NCURA Summary


Originating Statute

No statutory authority. Applicable, revised regulations were issued by the National Institutes of Health on May 7, 1986 (51 FR 16958).


The original guidelines for research involving recombinant DNA molecules were published December 11, 1978 (43 FR 60108) and revised as cited above. The purpose is to specify practices for constructing and handling recombinant DNA molecules and organisms and viruses containing recombinant DNA molecules.


The Guidelines are applicable to all recombinant DNA research within the United States or its territories which is conducted at or sponsored by an institution that receives any support for recombinant DNA research from the National Institutes of Health. The regulations are specifically applicable to research funded by agencies (public or private) external to the NIH if the institution receives NIH funds for related research. NSF, for example, has incorporated the NIH Guidelines in their regulations. There is a flow-down requirement to subrecipients.

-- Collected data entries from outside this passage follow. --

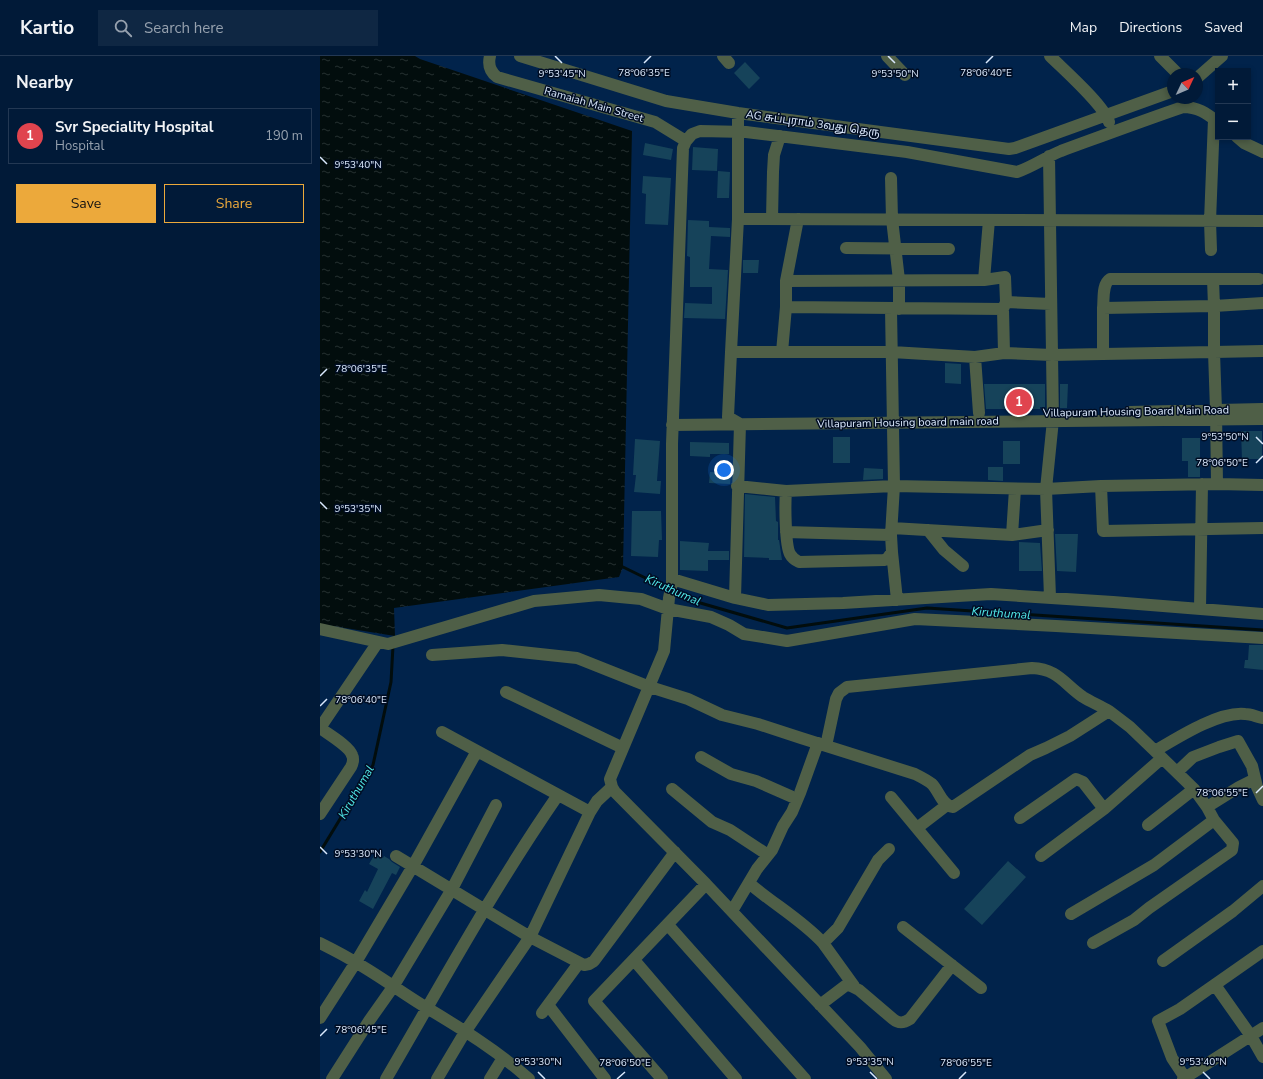 <!DOCTYPE html>
<meta charset="utf-8">
<style>
:root{--surface:#011a38;--page:#0f2743;--text:#f1f3f6;--muted:#96a1ae;--line:#233853;--accent:#eca93b}
body{margin:0;font-family:"Nunito Sans","Noto Sans Tamil",sans-serif;background:var(--page);color:var(--text)}
.controls{position:absolute;right:12px;top:12px;display:grid;overflow:hidden;border-radius:0px;box-shadow:0 2px 6px #0003}
.controls button{width:36px;height:36px;display:grid;place-items:center;padding:0;border:0;border-bottom:1px solid var(--line);background:var(--surface);color:var(--text);font:20px sans-serif}
.compass{position:absolute;left:847px;top:12px;width:36px;height:36px;border-radius:50%;background:var(--surface);box-shadow:0 2px 6px #0003;rotate:46deg}
.you{position:absolute;left:404px;top:414px;width:14px;height:14px;margin:-10px;border:3px solid #fff;border-radius:50%;background:#1a73e8;box-shadow:0 0 0 6px #1a73e833}
.badge{display:grid;place-items:center;width:26px;height:26px;border-radius:50%;background:var(--accent);color:#fff;font-size:13px;font-weight:700}
.pin{position:absolute;translate:-50% -50%;border:2px solid #fff;box-shadow:0 1px 4px #0006}
.list{margin:0;padding:0;list-style:none}
h2{display:flex;justify-content:space-between;align-items:center;height:52px;margin:0;padding:0 16px;font-size:17px}
h2 small{font-size:13px;font-weight:400;color:var(--muted)}
.list li{display:grid;grid-template-columns:26px 1fr auto;gap:12px;align-items:center;box-sizing:border-box;height:56px;margin:0 8px 8px;padding:0 8px;border:1px solid var(--line);border-radius:0px}
.list b{display:block;font-size:15px;white-space:nowrap}
.list p{margin:0;font-size:13px;white-space:nowrap;color:var(--muted)}
.list em{font-size:13px;font-style:normal;color:var(--muted)}
.actions{display:flex;gap:8px;padding:12px 16px}
.actions a{flex:1;padding:9px 0;border:1px solid var(--accent);border-radius:0px;text-align:center;font-size:14px;color:var(--accent)}
.actions .main{background:var(--accent);color:#111}
.icon{flex:none;width:22px;height:22px;fill:none;stroke:currentColor;stroke-width:2;stroke-linecap:round;stroke-linejoin:round}
.map{position:relative;flex:none;width:943px;height:1023px;overflow:hidden}
header{display:flex;align-items:center;gap:24px;box-sizing:border-box;height:56px;padding:0 20px;background:var(--surface);border-bottom:1px solid var(--line)}
header strong{font-size:19px}
nav{display:flex;gap:22px;margin-inline-start:auto;font-size:14px}
.search{width:280px;height:36px;background:var(--page);display:flex;align-items:center;gap:10px;box-sizing:border-box;padding:0 14px;border-radius:0px;color:var(--muted);font-size:15px}
main{display:flex}
aside{flex:1;background:var(--surface)}
.map>svg:first-child{display:block}
.water{fill:url(#water-ripples)}
.lines{fill:none;stroke-linecap:round;stroke-linejoin:round}
.stream{stroke:#020d0d;stroke-width:3}
.building{fill:#16435a}
.minor{stroke:#4f5f47;stroke-width:12}
.ticks{fill:none;stroke:#dae9fd;stroke-width:1.5}
.labels{text-anchor:middle;stroke-width:3;stroke-linejoin:round;paint-order:stroke}
.street-label{font-size:11px;fill:#dae9fd;stroke:#000d23}
.water-label{font-size:12px;font-style:italic;fill:#50e8e8;stroke:#000d23}
.ticks-label{font-size:10px;text-anchor:middle;fill:#dae9fd;stroke:#000d23;stroke-width:3;stroke-linejoin:round;paint-order:stroke}
</style>
<header>
<strong>Kartio</strong>
<div class="search"><svg class="icon" aria-label="search" viewBox="0 0 24 24"><circle cx="10" cy="10" r="6"/><path d="M15 15l6 6"/></svg>Search here</div>
<nav><a>Map</a><a>Directions</a><a>Saved</a></nav>
</header>
<main>
<aside>
<h2>Nearby<small></small></h2>
<ul class="list">
<li><span class="badge" style="background:#e0444e">1</span><div><b>Svr Speciality Hospital</b><p>Hospital</p></div><em>190 m</em></li>
</ul>
<div class="actions"><a class="main">Save</a><a>Share</a></div>
</aside>
<div class="map">
<svg width="943" height="1023" viewBox="0 0 943 1023">
<defs>
<pattern id="water-ripples" width="26" height="14" patternUnits="userSpaceOnUse"><rect width="26" height="14" fill="#020d0d"/><path d="M2 4q2-2 4 0t4 0M15 11q2-2 4 0t4 0" fill="none" stroke="#263031"/></pattern>
</defs>
<rect width="100%" height="100%" fill="#01234b"/>
<!-- water -->
<path class="water" d="M0,0H95L100,3L312,75L303,511L299,521L74,552L75,580L0,568Z"/>
<g class="lines">
<!-- stream -->
<path class="stream" d="M300,511H303L348,533
M353,535L370,544L467,572L607,552L943,574
M0,796L53,709L71,626L73,590"/>
</g>
<!-- building -->
<path class="building" d="M425,6L440,22L429,33L414,17Z
M325,87L353,93L351,104L323,99Z
M373,91L398,93L397,115L372,114Z
M398,115L410,116L409,142H397Z
M323,120L351,122L348,169L325,168L326,138L322,137Z
M368,164L389,165V171L410,172V181L391,180L389,213L408,214L405,263L364,262L365,247L392,248V231H370V201L367,200Z
M423,204H439L438,217H423Z
M625,307L641,308V328L625,327Z
M664,328H725V351H720V353H666Z
M740,328H748L747,352H740Z
M921,375H942V403H922Z
M513,381H530V407H513Z
M862,382H880V421H868V405H862Z
M315,383L340,385L337,425H341L340,438L314,436L316,419H313Z
M683,385H700V408H683Z
M370,386L409,387V398H390V401L370,400Z
M668,411H683V425L668,424Z
M544,412L563,413V423L543,424Z
M390,416L411,417L410,428L389,427Z
M425,438L455,441L456,465L458,466V484H459L462,504H449V502L424,501Z
M312,455H341L342,484H339L338,501L311,500Z
M735,478H758L756,516L737,515Z
M360,485L389,487L388,495H409V504H388V515L360,514Z
M699,486L720,487L722,515H699Z
M929,589H943V614L924,612L925,604H928Z
M55,798L63,802L64,800L69,803L72,806L80,811L76,819L72,817L53,853L39,845L45,834L47,836L58,813L49,808Z
M688,805L706,821L662,869L644,853Z"/>
<g class="lines">
<!-- minor -->
<path class="minor" d="M170,0C168,8 169,15 177,21L335,66L366,85
M200,0L346,45L418,57L689,93L695,92L853,35
M403,0L409,7
M567,0L585,19
M730,0C744,14 784,49 789,66
M840,0L858,18
M877,22L902,0
M418,57V163
M917,81L924,87L943,96
M729,100L733,364L726,433L730,541
M571,122L572,163L579,224V253
M452,163L453,116L454,99L460,80
M943,165L418,163L411,296H572L655,301L684,297L732,299L783,298V252L894,250L943,247
M526,192L629,193
M891,194L890,165L894,63
M893,223L894,250V296L943,295
M664,224L669,164
M466,225L478,163
M686,246L731,248
M466,251V225L664,224L685,221L686,246L683,253
M783,252C784,243 782,228 790,223H939
M571,253L574,430L726,433L781,430L897,428L896,354L894,296L783,298
M411,296L408,361L420,368L415,542
M462,296L466,251L683,253L684,297
M655,301L659,357
M810,356L943,353
M352,369L943,363
M897,428L943,429
M417,430L466,435
M574,430L571,479L572,496L567,503L564,504L479,506C475,504 472,502 470,498C465,489 465,447 466,435Z
M781,430L783,475L943,472
M572,472L692,479L695,433
M608,474L624,494L643,510
M466,476L571,479
M692,479L728,474
M572,496L577,544
M352,523L415,542L448,549L523,547L671,538L793,546L943,558
M880,553L882,428
M0,573L68,588L214,545L279,539L321,543L348,553L391,561L409,569L424,578L467,585L595,563L736,570L943,582
M112,599L182,594L257,602L330,631L368,643L402,659L438,668L481,682L595,718C601,721 607,724 612,728C619,735 622,750 633,751L710,699L726,692L750,680L789,655L810,671L835,695C857,682 899,655 925,658C931,658 937,661 943,662
M186,636L303,692
M0,672C8,678 29,690 32,699C34,703 33,707 31,711L0,758
M0,672L58,586
M122,676L270,756
M506,690L516,643L519,637L527,631L712,612C738,613 744,628 763,641C771,646 781,650 789,655
M381,701L411,718L436,725L477,743
M857,716L873,701L899,691L918,685L932,710L937,731L943,744
M352,733L392,766L410,774L448,799
M571,741L634,817
M887,751L919,731L935,723
M700,762L756,723L763,726L784,753
M828,769L874,733
M597,772L627,749
M76,800L210,881L264,909L269,908L274,905L355,796
M721,800L784,753L841,703
M429,827C453,848 482,864 503,887L518,872L558,804L569,793
M412,855L437,813L452,794L463,770L472,756L480,737L498,687
M751,858L834,809L894,764
M348,869L485,1023
M583,871L661,932
M0,887C12,893 24,899 35,906C60,920 82,937 107,952C142,973 178,995 209,1023
M503,887L534,930
M773,887L814,864L829,852L912,794L913,787L894,764L887,751L874,733L835,695
M314,904L416,1023
M843,905L913,855L943,830
M895,929L931,980L943,1001
M228,949L285,1023
M500,949L525,930L529,929L539,934L573,963C579,968 584,967 590,963L632,909
M222,957L259,907
M0,962L36,906L93,810L157,695
M12,1023L49,965L73,931L132,833L176,749
M66,1023C122,927 175,830 238,739
M117,1023L145,976L210,881L270,756L277,745L292,731
M170,1023L183,1002
M342,1023L274,945L386,828
M566,1023L540,991L386,828L295,736L292,731L290,723L344,595L349,542L352,527V388L363,92L366,85L372,78L380,75L426,76L587,96L697,116C712,111 726,101 741,95C782,80 822,65 863,51C878,51 886,57 898,66
M863,1023L943,972
M866,1023L852,1002L838,965L860,953L943,895"/>
</g>
<!-- ticks -->
<path class="ticks" d="M235,0L242,7M568,0L575,7M324,7L331,0M666,7L673,0M0,101L7,108M0,320L7,313M936,381L943,388M936,407L943,400M0,446L7,453M0,650L7,643M936,737L943,730M0,791L7,798M0,980L7,973M218,1016L225,1023M550,1016L557,1023M883,1016L890,1023M297,1023L305,1016M639,1023L646,1016"/>
<g class="labels">
<!-- street labels -->
<g class="street-label">
<text transform="translate(274 48) rotate(16)" y="4">Ramaiah Main Street</text>
<text transform="translate(493 67) rotate(8)" y="4">AG சுப்புராம் 3வது தெரு</text>
<text transform="translate(816 355) rotate(-1)" y="4">Villapuram Housing Board Main Road</text>
<text transform="translate(588 366) rotate(-1)" y="4">Villapuram Housing board main road</text>
</g>
<!-- water labels -->
<g class="water-label">
<text transform="translate(353 534) rotate(24)" y="4">Kiruthumal</text>
<text transform="translate(681 557) rotate(4)" y="4">Kiruthumal</text>
<text transform="translate(36 736) rotate(-60)" y="4">Kiruthumal</text>
</g>
</g>
<g class="ticks-label">
<text x="324" y="20">78°06'35"E</text>
<text x="666" y="20">78°06'40"E</text>
<text x="242" y="21">9°53'45"N</text>
<text x="575" y="21">9°53'50"N</text>
<text x="38" y="112">9°53'40"N</text>
<text x="41" y="316">78°06'35"E</text>
<text x="905" y="384">9°53'50"N</text>
<text x="902" y="410">78°06'50"E</text>
<text x="38" y="456">9°53'35"N</text>
<text x="41" y="647">78°06'40"E</text>
<text x="902" y="740">78°06'55"E</text>
<text x="38" y="801">9°53'30"N</text>
<text x="41" y="977">78°06'45"E</text>
<text x="218" y="1009">9°53'30"N</text>
<text x="550" y="1009">9°53'35"N</text>
<text x="883" y="1009">9°53'40"N</text>
<text x="305" y="1010">78°06'50"E</text>
<text x="646" y="1010">78°06'55"E</text>
</g>
</svg>
<div class="controls">
<button>+</button>
<button>−</button>
</div>
<svg class="compass" viewBox="-18 -18 36 36"><path d="M0-13l5 13h-10z" fill="#e53935"/><path d="M0 13l5-13h-10z" fill="#96a1ae"/></svg>
<div class="you"></div>
<div class="pin badge" style="left:699px;top:346px;background:#e0444e">1</div>
</div>
</main>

Institutions are responsible for insuring that recombinant DNA activities comply with the Guidelines. To do this, institutions must:

a) establish and implement policies that provide for the safe conduct of recombinant DNA research that comply with the NIH guidelines;

b) establish an institutional biosafety committee (IBC) that:

i) has at least five members selected because they collectively have experience and expertise in recombinant DNA technology and the capability to assess the safety of recombinant DNA activities; at least two members shall not be affiliated with the institution

ii) reviews and approves all recombinant DNA research not in the exempt category

iii) keeps minutes of activities and makes them available to the public upon request; and

c) report to NIH on the identity of committee members, including a statement of their relative

background to allow assessment of their capabilities to review recombinant DNA research.

Recombinant DNA requirements require approval in advance of initiation of the experiment. In some instances, approval must be secured from the institutional biosafety committee (IBC), and, in others, from the IBC and the Recombinant DNA Advisory Committee of NIH (RAC). Notification to either body must include:

a) the source(s) of DNA;

b) the nature of the inserted DNA sequences;

c) the hosts and vectors to be used;

d) a statement of whether a deliberate attempt will be made to obtain expression of a foreign gene;

e) containment conditions specified in the Guidelines themselves.

Four categories of experiments are exempt from the review and approval requirements:

a) those that are not in organisms or viruses;

b) those that consist entirely of DNA segments from a single nonchromosomal or viral DNA source;

c) those that consist entirely of DNA from a prokaryotic host including its indigenous plasmids or viruses when propagated only in that host or when transferred to another host by well established physiological means; and

d) certain specified recombinant DNA molecules that consist entirely of DNA segments from different species that exchange DNA by known physiological processes.

Sanctions for Non-Compliance

Non-compliance may result in: (i) suspension, limitation, or termination of financial assistance for recombinant DNA projects and of NIH funds for other recombinant DNA projects at the institution; or (ii) a requirement for prior NIH approval of any or all recombinant DNA projects at the institution.

Minimum Compliance Action

Establish a five-person committee charged with the requirements to review all research involving the use of recombinant DNA molecules.